On Oct. 27, the Whiting School of Engineering announced the selection of seven Amazon AI PhD Fellows. The program, initiated this year, provides $68 million in funding over two years to over 100 doctoral students at nine universities including Hopkins. Students are first nominated internally, and then apply to the fellowship. Along with monetary funding, fellows are issued Amazon cloud-computing credits to support their research and dedicated mentorship with an Amazon senior scientist. 

Amandeep Kumar is a second-year doctoral student in the Electrical and Computer Engineering (ECE) Department working in the group of Vishal Patel. His research in deep learning and image processing began in his undergraduate studies, where he worked to classify traffic lights for self-driving car technology. His current research is in real-time video generation.

“Right now, there are a lot of [video generation] models in the market… but the problem [is that] the models which are present in the open market are not really good because of the data and the memory size problem,” Kumar began. “I'm trying to solve that problem, to have a better quality of generation as well as real-time generation.”

In order to improve the quality and speed of generation, Kumar plans to reduce the complexity of diffusion models used in video generation and use Nvidia’s CUDA toolkit to program a more streamlined video generation and editing pipeline. Crucially, he also looks to introduce correct physics, including momentum, gravity and elasticity, into AI-generated videos, whose subjects often suffer from unnatural movements.

Caio Deberaldini Netto is a third-year PhD student in the Applied Math and Statistics (AMS) department at Hopkins. His research focuses on the intersection between machine learning theory, graph neural networks and geometry. Specifically, he works on understanding the transferability and generalizability of neural networks through manifold learning and signal processing.

“I’m essentially trying to understand [AI] models under a mathematical background… such that we can make those models more reliable, robust and efficient,” Netto said. “I think we can make those models more transparent… Then people can use them without being scared.”

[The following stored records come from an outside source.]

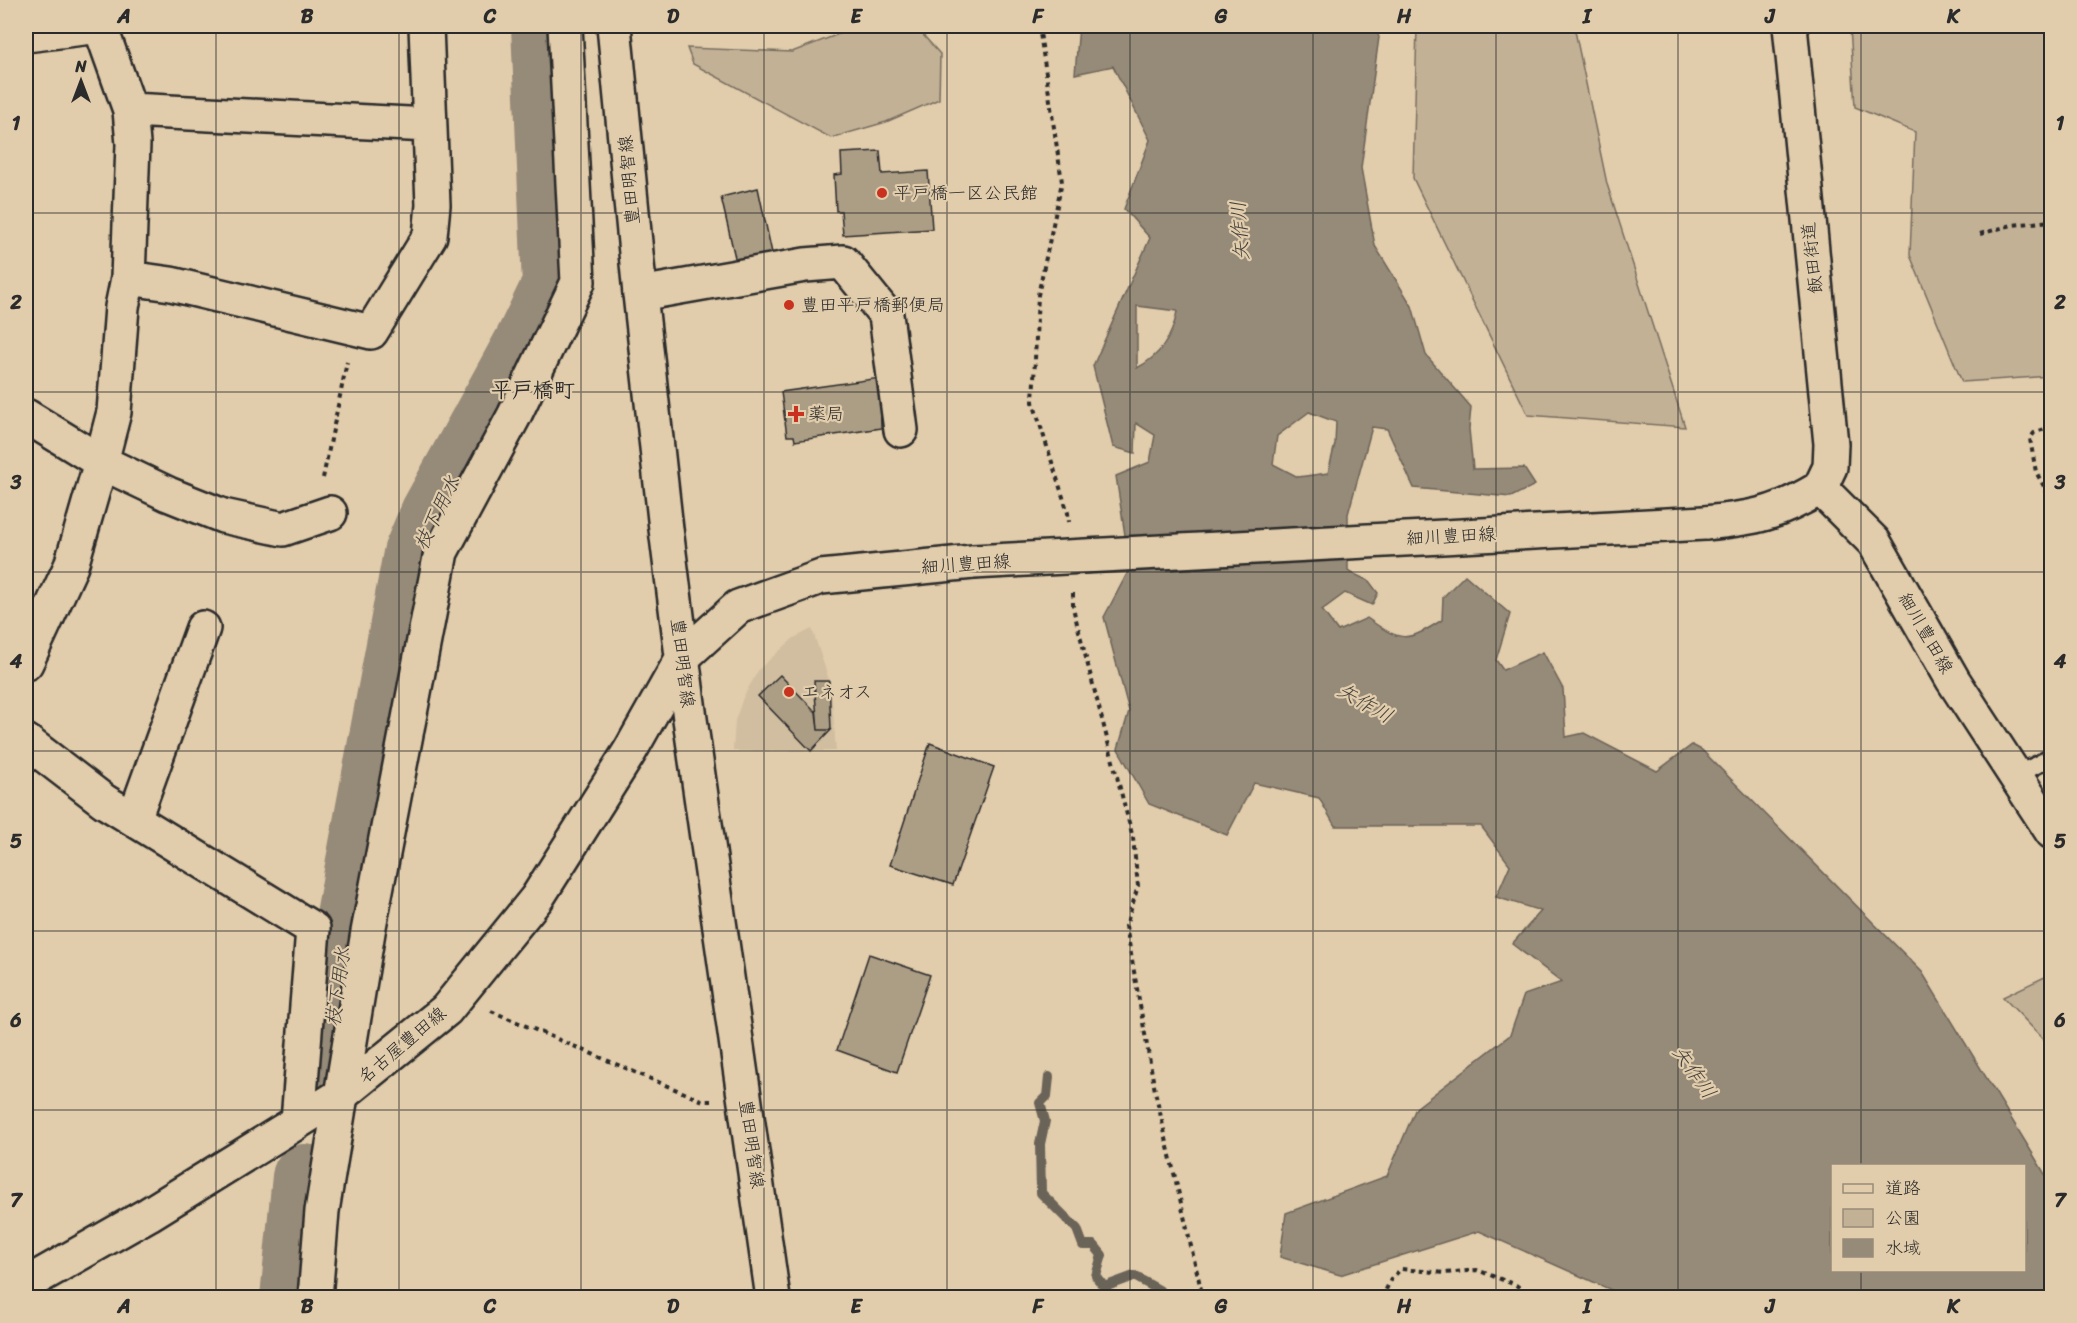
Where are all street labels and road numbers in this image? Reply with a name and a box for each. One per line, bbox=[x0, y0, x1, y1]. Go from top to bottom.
street label: 豊田明智線 bbox=[609, 134, 649, 226]
street label: 飯田街道 bbox=[1792, 221, 1832, 295]
street label: 細川豊田線 bbox=[1405, 518, 1497, 554]
street label: 細川豊田線 bbox=[920, 545, 1012, 583]
street label: 細川豊田線 bbox=[1890, 586, 1962, 680]
street label: 豊田明智線 bbox=[662, 616, 704, 710]
street label: 名古屋豊田線 bbox=[350, 998, 454, 1092]
street label: 豊田明智線 bbox=[730, 1097, 774, 1191]

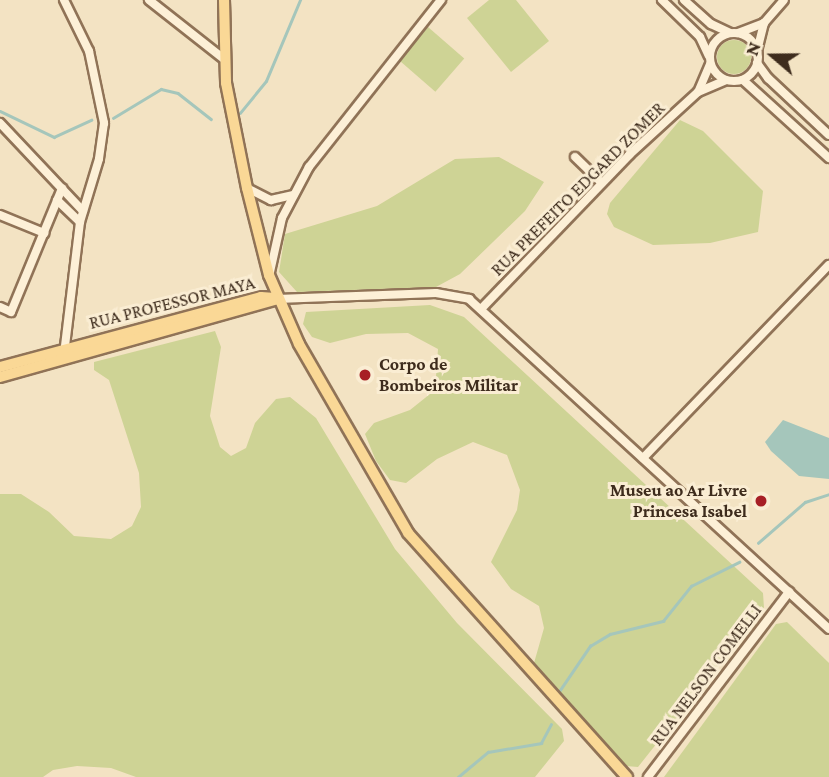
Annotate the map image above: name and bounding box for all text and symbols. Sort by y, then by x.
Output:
north arrow [738,21,808,91]
text: N [741,39,765,58]
street label: RUA PREFEITO EDGARD ZOMER [486,97,670,281]
street label: RUA PROFESSOR MAYA [87,272,257,334]
place label: Corpo de Bombeiros Militar [379,354,518,396]
marker: Corpo de Bombeiros Militar [357,367,373,383]
place label: Museu ao Ar Livre Princesa Isabel [610,480,747,522]
marker: Museu ao Ar Livre Princesa Isabel [753,493,769,509]
street label: RUA NELSON COMELLI [646,600,766,750]

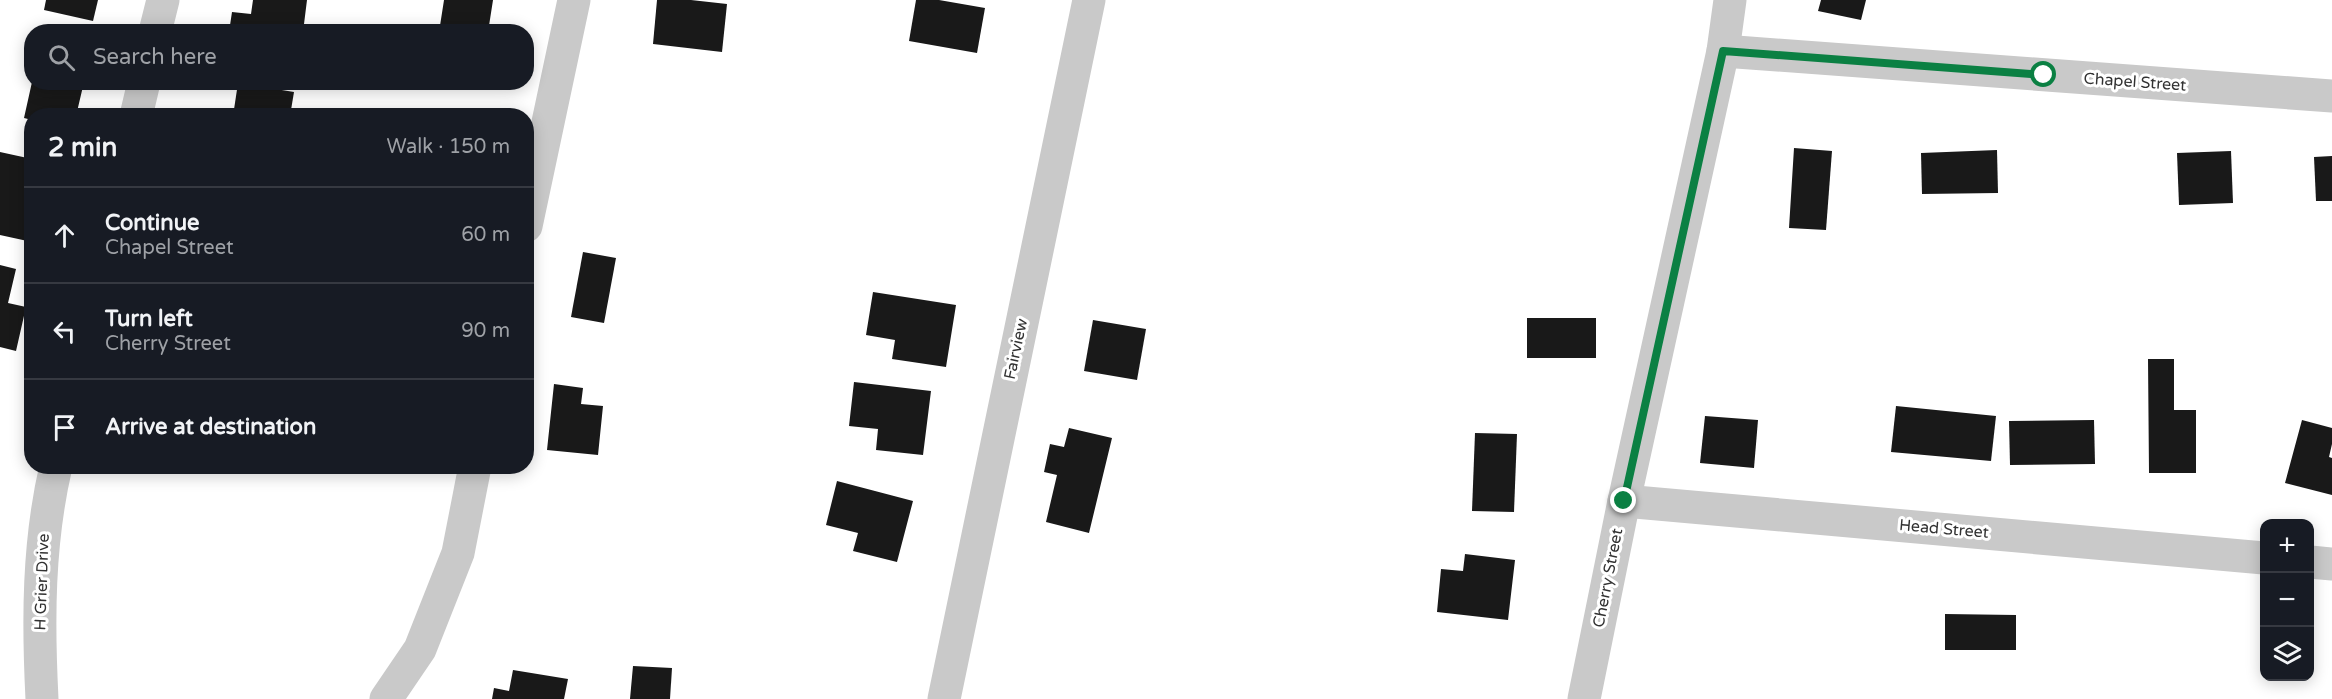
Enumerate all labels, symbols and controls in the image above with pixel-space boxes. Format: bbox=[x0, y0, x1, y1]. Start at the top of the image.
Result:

Jack Zhang, who completed his undergraduate studies at Hopkins, is now a third-year PhD student in the Computer Science Department and is also affiliated with the Center for Language and Speech Processing (CLSP). 

“My research mainly centers on reason and alignment of large language models… with a particular focus on safety and robustness,” Zhang said. “We need to ensure the models are aligned to human values and intentions.”

Specifically, Zhang is researching multi-agent reinforcement learning methods that train AI to be both more helpful and more harmless. 

“[An AI] should be as helpful as possible on general queries, but maintain harmlessness… There's a fine line… between what can and cannot be produced by the model,” Zhang said. “My research is proposing training methodologies that can enable better adversarial robustness against attacks. So now, [we can be] more confident that the model will behave as intended… and harder to jailbreak.”

Zhang cites his undergraduate studies at Hopkins as a foundational experience for his current work, especially regarding the widespread culture of starting research as an undergraduate.

He emphasized the collaborative nature of research at Hopkins as a crucial factor in his decision to stay at Hopkins after receiving his undergraduate degree.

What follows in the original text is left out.